Stored items
○ ○ ○ ○ ○ ○ ○

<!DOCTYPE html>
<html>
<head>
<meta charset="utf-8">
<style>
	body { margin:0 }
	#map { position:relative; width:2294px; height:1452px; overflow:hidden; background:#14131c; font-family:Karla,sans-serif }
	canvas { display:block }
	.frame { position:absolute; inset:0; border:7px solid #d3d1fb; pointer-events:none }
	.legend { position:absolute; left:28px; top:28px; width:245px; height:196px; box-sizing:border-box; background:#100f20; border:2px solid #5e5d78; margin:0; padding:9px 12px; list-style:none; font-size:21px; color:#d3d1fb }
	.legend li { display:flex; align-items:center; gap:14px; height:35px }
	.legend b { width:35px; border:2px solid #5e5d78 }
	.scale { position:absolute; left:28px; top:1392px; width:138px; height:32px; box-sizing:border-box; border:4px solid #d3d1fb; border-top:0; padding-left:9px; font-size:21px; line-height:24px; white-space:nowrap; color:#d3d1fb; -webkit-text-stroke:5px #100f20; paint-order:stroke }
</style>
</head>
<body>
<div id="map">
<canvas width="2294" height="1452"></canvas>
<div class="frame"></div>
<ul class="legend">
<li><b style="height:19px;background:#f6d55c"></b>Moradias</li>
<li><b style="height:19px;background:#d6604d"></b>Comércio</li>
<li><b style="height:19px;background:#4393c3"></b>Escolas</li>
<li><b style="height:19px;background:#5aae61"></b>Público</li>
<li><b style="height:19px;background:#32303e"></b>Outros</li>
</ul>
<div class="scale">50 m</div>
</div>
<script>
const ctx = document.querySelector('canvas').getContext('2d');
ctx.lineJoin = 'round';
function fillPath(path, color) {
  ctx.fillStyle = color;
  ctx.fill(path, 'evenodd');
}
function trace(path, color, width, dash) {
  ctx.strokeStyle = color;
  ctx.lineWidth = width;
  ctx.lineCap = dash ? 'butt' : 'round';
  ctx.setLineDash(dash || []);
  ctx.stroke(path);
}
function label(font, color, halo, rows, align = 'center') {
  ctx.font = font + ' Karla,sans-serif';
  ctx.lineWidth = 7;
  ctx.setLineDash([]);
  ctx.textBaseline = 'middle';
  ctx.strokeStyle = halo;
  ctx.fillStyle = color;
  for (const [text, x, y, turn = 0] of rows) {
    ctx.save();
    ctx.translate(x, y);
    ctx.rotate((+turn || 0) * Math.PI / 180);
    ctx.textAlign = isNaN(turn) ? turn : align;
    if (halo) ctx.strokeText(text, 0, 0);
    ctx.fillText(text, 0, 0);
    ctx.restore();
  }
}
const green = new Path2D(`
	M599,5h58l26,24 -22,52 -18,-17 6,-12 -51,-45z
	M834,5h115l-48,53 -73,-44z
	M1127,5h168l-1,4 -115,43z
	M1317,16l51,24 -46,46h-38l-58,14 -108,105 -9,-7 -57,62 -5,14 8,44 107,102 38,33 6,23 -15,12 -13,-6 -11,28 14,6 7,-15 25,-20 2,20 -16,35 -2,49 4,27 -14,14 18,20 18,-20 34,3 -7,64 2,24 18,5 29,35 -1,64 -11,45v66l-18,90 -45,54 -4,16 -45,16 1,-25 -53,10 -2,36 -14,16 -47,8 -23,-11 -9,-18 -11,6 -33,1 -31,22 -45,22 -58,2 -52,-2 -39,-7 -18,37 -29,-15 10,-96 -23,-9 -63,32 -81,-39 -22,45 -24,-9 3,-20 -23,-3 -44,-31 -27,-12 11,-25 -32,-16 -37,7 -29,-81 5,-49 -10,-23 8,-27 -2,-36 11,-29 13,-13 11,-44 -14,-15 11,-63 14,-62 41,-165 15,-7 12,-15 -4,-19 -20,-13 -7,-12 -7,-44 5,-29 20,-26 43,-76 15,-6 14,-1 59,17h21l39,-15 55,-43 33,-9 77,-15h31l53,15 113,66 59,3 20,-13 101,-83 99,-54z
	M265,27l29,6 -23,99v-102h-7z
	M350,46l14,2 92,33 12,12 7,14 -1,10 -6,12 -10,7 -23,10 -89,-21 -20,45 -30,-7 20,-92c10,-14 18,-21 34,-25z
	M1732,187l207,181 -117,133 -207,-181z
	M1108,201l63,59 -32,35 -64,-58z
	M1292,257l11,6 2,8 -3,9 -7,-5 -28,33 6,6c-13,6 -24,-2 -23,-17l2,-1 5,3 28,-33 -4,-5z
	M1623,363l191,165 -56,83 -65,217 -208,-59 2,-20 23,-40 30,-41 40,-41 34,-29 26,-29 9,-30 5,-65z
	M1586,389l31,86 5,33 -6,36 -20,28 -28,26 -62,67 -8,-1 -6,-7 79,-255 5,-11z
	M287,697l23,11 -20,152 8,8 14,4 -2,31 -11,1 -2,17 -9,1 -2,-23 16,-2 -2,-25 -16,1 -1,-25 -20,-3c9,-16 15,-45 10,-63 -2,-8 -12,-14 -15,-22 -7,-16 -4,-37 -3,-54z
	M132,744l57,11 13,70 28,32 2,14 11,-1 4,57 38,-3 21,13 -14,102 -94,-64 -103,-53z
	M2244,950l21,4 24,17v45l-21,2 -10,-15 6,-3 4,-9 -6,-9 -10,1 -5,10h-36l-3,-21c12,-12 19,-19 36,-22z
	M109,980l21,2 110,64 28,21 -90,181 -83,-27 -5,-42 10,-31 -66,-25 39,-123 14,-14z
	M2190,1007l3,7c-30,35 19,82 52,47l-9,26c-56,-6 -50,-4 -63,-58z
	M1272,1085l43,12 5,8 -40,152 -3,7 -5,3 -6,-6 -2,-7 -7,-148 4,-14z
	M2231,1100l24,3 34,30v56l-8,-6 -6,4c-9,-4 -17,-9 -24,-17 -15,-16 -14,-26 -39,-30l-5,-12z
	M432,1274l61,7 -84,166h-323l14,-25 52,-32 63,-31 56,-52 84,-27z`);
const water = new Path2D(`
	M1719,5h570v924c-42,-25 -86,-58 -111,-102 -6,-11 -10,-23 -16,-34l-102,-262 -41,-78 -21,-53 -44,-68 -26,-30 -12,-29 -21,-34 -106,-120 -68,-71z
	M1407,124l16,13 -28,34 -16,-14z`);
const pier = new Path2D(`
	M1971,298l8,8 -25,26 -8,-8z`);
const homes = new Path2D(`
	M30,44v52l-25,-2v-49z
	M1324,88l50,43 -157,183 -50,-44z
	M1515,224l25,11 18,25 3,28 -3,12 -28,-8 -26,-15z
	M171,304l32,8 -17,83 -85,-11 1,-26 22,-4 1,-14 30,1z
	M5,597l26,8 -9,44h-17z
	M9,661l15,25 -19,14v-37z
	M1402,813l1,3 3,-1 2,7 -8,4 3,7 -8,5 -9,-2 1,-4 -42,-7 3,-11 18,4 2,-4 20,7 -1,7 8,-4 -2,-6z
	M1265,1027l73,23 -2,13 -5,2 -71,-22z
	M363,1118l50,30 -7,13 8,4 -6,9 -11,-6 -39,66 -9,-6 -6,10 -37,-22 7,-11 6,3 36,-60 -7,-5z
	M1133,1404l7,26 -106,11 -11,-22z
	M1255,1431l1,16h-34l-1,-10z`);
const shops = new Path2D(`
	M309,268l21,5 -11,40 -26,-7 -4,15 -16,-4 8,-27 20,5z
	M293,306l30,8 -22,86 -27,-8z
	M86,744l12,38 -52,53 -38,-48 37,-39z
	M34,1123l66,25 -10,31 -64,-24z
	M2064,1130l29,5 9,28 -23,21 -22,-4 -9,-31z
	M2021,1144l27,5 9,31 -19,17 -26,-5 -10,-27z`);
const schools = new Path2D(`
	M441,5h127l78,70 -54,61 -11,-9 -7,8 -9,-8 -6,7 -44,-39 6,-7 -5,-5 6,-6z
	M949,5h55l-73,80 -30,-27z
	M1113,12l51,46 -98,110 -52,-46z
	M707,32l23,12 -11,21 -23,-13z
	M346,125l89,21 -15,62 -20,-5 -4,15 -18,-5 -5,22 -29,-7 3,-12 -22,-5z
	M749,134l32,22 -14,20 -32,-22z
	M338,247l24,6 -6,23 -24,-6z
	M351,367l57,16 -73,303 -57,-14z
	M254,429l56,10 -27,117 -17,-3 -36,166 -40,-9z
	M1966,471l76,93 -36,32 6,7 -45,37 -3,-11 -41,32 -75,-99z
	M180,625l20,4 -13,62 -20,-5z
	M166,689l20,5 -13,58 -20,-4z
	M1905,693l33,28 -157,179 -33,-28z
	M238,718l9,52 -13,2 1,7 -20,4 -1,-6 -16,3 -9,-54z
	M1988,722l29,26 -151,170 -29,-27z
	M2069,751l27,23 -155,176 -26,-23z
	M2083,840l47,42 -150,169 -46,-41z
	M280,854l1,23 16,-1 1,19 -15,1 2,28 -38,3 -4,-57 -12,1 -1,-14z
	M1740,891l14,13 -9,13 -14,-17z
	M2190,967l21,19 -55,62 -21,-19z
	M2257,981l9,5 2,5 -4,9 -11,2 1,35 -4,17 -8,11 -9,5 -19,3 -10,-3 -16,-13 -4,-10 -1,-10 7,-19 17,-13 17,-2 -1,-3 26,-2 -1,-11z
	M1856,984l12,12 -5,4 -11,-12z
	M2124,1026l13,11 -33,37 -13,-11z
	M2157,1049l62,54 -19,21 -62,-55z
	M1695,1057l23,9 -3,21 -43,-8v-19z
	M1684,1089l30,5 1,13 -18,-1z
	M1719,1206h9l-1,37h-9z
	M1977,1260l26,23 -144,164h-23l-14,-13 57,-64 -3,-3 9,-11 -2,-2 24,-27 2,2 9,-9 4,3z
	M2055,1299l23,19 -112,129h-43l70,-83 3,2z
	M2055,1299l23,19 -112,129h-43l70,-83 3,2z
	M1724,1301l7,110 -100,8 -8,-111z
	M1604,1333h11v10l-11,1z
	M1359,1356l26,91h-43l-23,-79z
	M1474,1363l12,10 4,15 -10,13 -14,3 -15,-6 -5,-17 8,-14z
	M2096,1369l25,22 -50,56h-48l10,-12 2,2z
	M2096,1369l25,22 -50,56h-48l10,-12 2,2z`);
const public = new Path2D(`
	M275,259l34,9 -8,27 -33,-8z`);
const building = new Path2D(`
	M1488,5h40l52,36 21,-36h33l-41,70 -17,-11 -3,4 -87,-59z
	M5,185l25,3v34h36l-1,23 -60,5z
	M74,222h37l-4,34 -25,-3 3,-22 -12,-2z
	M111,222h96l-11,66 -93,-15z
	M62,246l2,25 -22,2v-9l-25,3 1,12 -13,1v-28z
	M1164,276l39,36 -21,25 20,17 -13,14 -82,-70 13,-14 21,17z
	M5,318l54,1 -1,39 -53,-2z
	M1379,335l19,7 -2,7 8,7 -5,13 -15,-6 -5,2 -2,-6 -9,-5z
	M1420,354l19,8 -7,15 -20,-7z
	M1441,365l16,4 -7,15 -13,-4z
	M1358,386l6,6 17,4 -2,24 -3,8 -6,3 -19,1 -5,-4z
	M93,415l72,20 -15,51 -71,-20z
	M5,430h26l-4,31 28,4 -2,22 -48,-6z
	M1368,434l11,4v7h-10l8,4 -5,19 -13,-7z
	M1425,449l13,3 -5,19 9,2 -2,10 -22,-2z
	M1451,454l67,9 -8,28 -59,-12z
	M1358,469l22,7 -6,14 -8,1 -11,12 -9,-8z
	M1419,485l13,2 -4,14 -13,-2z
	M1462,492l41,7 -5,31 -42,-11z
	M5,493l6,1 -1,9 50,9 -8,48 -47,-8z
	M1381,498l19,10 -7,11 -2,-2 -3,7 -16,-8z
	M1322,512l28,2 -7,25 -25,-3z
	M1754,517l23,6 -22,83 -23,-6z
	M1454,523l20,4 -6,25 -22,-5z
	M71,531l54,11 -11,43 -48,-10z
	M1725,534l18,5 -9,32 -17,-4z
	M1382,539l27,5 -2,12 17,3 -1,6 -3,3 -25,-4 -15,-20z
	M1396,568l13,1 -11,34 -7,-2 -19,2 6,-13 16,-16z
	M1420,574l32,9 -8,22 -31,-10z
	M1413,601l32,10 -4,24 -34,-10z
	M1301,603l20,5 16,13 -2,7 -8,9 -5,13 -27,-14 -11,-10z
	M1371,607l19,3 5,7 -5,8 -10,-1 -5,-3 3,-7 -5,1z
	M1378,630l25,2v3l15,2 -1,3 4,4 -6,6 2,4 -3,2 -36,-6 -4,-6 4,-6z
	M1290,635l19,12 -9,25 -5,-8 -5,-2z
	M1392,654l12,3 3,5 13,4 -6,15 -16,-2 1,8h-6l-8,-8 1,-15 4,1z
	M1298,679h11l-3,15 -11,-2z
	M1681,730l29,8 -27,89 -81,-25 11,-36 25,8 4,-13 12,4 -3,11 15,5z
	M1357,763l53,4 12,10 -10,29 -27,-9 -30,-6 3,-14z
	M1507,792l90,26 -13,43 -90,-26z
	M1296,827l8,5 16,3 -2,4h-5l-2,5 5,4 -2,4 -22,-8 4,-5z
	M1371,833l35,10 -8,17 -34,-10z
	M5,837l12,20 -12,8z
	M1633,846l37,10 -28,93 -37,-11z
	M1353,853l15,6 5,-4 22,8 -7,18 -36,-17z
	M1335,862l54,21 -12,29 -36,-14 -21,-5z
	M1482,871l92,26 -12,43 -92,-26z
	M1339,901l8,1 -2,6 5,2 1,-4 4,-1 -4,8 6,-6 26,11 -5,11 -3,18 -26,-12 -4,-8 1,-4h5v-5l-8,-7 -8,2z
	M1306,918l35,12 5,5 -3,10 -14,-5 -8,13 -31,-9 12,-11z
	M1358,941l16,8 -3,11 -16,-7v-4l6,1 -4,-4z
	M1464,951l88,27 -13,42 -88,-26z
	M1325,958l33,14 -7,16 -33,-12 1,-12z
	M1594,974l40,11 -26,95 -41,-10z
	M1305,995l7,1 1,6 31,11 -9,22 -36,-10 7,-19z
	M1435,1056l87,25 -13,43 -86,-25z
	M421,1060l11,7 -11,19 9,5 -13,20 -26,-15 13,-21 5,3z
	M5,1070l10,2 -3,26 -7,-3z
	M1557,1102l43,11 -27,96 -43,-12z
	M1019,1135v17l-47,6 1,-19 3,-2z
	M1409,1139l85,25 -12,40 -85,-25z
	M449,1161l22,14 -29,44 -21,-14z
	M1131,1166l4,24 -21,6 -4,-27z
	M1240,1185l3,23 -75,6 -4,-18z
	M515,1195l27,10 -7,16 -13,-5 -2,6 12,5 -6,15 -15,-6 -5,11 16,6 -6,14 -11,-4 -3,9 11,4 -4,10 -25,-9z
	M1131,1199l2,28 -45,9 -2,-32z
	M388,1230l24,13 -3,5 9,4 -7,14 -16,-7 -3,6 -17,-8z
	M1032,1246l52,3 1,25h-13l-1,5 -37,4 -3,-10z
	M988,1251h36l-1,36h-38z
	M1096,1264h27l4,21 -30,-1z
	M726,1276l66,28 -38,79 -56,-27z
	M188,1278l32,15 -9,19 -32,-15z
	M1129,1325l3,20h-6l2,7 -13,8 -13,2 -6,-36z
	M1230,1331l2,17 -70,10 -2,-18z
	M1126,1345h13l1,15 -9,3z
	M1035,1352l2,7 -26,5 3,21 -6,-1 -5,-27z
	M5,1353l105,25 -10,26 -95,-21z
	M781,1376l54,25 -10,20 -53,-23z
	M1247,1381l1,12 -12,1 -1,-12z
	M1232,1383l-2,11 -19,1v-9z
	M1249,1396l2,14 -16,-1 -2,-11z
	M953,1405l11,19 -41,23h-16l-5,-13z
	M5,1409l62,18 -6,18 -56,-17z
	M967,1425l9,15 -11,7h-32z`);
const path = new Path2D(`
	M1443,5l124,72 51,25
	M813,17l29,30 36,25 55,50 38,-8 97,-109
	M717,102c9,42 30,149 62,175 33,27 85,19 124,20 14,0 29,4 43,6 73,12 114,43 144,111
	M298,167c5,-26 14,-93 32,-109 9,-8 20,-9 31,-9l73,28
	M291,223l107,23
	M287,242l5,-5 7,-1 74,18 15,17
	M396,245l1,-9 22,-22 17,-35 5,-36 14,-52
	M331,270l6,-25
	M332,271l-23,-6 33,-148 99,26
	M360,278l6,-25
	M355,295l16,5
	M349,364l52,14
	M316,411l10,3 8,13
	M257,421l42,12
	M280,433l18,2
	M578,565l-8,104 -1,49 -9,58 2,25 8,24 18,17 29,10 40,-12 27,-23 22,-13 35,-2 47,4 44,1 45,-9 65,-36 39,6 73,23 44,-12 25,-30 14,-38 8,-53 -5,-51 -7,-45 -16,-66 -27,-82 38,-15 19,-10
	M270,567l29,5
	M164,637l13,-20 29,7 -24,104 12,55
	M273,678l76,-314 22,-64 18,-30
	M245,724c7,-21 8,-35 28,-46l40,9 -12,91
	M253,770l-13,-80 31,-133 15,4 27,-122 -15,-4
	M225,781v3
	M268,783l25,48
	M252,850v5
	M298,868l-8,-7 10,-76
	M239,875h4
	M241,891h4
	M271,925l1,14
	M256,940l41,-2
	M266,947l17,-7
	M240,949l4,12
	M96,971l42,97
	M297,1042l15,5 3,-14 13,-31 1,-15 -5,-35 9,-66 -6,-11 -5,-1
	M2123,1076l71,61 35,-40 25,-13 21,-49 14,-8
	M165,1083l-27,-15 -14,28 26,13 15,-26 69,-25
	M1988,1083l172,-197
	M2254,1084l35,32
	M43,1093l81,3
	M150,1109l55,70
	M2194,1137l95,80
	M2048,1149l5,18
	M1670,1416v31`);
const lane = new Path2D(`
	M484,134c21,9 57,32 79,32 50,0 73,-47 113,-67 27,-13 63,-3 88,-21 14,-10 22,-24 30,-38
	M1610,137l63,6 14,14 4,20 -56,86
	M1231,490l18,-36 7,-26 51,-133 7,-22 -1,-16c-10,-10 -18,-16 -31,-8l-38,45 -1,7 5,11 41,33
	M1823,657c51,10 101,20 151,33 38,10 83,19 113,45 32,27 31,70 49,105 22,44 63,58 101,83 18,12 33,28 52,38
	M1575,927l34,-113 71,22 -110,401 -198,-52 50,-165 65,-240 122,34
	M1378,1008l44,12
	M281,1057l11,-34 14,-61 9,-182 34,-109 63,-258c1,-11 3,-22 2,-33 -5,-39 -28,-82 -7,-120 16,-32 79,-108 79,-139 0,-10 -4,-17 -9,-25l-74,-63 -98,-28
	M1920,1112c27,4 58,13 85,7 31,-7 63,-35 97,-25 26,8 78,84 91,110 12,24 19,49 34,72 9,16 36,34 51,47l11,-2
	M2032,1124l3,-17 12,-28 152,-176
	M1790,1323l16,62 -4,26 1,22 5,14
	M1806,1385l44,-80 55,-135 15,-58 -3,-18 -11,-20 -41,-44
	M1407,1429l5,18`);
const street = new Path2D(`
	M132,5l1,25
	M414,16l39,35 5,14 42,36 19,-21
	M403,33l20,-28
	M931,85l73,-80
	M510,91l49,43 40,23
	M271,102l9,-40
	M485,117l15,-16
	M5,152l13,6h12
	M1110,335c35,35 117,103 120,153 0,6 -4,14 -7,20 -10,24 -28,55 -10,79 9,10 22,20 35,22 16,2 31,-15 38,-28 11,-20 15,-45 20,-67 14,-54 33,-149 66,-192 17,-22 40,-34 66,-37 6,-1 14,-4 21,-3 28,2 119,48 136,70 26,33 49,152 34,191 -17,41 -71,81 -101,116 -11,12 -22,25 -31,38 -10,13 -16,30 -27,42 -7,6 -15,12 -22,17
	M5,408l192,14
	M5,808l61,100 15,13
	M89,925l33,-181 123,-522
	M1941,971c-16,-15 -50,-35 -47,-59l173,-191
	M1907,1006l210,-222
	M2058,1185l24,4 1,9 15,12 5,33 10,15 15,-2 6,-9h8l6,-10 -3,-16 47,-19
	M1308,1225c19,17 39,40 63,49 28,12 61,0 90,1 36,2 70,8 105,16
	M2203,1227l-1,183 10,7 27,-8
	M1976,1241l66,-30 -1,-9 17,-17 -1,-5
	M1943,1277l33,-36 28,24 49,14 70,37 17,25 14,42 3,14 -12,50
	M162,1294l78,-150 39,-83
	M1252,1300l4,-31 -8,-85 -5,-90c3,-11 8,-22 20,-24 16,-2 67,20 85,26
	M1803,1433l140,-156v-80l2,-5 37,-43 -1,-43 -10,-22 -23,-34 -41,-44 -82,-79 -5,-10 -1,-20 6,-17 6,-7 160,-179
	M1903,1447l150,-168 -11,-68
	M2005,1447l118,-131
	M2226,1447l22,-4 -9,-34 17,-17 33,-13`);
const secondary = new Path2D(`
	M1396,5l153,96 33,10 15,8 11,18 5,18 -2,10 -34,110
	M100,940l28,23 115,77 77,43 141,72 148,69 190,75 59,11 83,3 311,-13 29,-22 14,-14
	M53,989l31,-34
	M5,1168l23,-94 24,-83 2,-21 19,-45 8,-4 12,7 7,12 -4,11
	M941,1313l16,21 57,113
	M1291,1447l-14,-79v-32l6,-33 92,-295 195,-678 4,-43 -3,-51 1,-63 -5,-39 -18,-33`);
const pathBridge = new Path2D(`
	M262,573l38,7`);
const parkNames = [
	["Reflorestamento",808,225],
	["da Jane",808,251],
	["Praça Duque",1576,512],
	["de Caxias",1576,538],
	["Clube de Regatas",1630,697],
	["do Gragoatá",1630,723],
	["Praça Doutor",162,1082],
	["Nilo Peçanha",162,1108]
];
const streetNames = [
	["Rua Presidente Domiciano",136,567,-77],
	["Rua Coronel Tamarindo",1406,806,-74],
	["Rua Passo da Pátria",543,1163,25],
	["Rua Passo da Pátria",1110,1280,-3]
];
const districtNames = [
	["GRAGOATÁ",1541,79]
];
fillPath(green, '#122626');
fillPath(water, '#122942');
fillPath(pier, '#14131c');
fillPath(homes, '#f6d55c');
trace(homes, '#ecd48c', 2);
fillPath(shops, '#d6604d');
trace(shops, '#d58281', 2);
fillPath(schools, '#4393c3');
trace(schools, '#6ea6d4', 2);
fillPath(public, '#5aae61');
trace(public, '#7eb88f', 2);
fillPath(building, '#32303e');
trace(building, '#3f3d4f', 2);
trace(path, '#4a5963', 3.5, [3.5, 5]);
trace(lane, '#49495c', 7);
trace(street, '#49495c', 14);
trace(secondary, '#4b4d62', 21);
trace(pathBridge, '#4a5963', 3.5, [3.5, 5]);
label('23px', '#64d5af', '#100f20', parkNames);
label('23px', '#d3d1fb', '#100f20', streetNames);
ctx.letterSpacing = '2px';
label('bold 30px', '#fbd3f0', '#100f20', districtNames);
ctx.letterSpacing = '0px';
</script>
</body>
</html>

○ ○ ○ ○ ○ ○ ○

What the task asks: Return the span of lines in the data above that opens at the line with "M1249,1396l2,14 -16,-1 -2,-11z" and closes at the line with "M281,1057l11,-34 14,-61 9,-182", exactly, ends included, nothing else.

Task output:
	M1249,1396l2,14 -16,-1 -2,-11z
	M953,1405l11,19 -41,23h-16l-5,-13z
	M5,1409l62,18 -6,18 -56,-17z
	M967,1425l9,15 -11,7h-32z`);
const path = new Path2D(`
	M1443,5l124,72 51,25
	M813,17l29,30 36,25 55,50 38,-8 97,-109
	M717,102c9,42 30,149 62,175 33,27 85,19 124,20 14,0 29,4 43,6 73,12 114,43 144,111
	M298,167c5,-26 14,-93 32,-109 9,-8 20,-9 31,-9l73,28
	M291,223l107,23
	M287,242l5,-5 7,-1 74,18 15,17
	M396,245l1,-9 22,-22 17,-35 5,-36 14,-52
	M331,270l6,-25
	M332,271l-23,-6 33,-148 99,26
	M360,278l6,-25
	M355,295l16,5
	M349,364l52,14
	M316,411l10,3 8,13
	M257,421l42,12
	M280,433l18,2
	M578,565l-8,104 -1,49 -9,58 2,25 8,24 18,17 29,10 40,-12 27,-23 22,-13 35,-2 47,4 44,1 45,-9 65,-36 39,6 73,23 44,-12 25,-30 14,-38 8,-53 -5,-51 -7,-45 -16,-66 -27,-82 38,-15 19,-10
	M270,567l29,5
	M164,637l13,-20 29,7 -24,104 12,55
	M273,678l76,-314 22,-64 18,-30
	M245,724c7,-21 8,-35 28,-46l40,9 -12,91
	M253,770l-13,-80 31,-133 15,4 27,-122 -15,-4
	M225,781v3
	M268,783l25,48
	M252,850v5
	M298,868l-8,-7 10,-76
	M239,875h4
	M241,891h4
	M271,925l1,14
	M256,940l41,-2
	M266,947l17,-7
	M240,949l4,12
	M96,971l42,97
	M297,1042l15,5 3,-14 13,-31 1,-15 -5,-35 9,-66 -6,-11 -5,-1
	M2123,1076l71,61 35,-40 25,-13 21,-49 14,-8
	M165,1083l-27,-15 -14,28 26,13 15,-26 69,-25
	M1988,1083l172,-197
	M2254,1084l35,32
	M43,1093l81,3
	M150,1109l55,70
	M2194,1137l95,80
	M2048,1149l5,18
	M1670,1416v31`);
const lane = new Path2D(`
	M484,134c21,9 57,32 79,32 50,0 73,-47 113,-67 27,-13 63,-3 88,-21 14,-10 22,-24 30,-38
	M1610,137l63,6 14,14 4,20 -56,86
	M1231,490l18,-36 7,-26 51,-133 7,-22 -1,-16c-10,-10 -18,-16 -31,-8l-38,45 -1,7 5,11 41,33
	M1823,657c51,10 101,20 151,33 38,10 83,19 113,45 32,27 31,70 49,105 22,44 63,58 101,83 18,12 33,28 52,38
	M1575,927l34,-113 71,22 -110,401 -198,-52 50,-165 65,-240 122,34
	M1378,1008l44,12
	M281,1057l11,-34 14,-61 9,-182 34,-109 63,-258c1,-11 3,-22 2,-33 -5,-39 -28,-82 -7,-120 16,-32 79,-108 79,-139 0,-10 -4,-17 -9,-25l-74,-63 -98,-28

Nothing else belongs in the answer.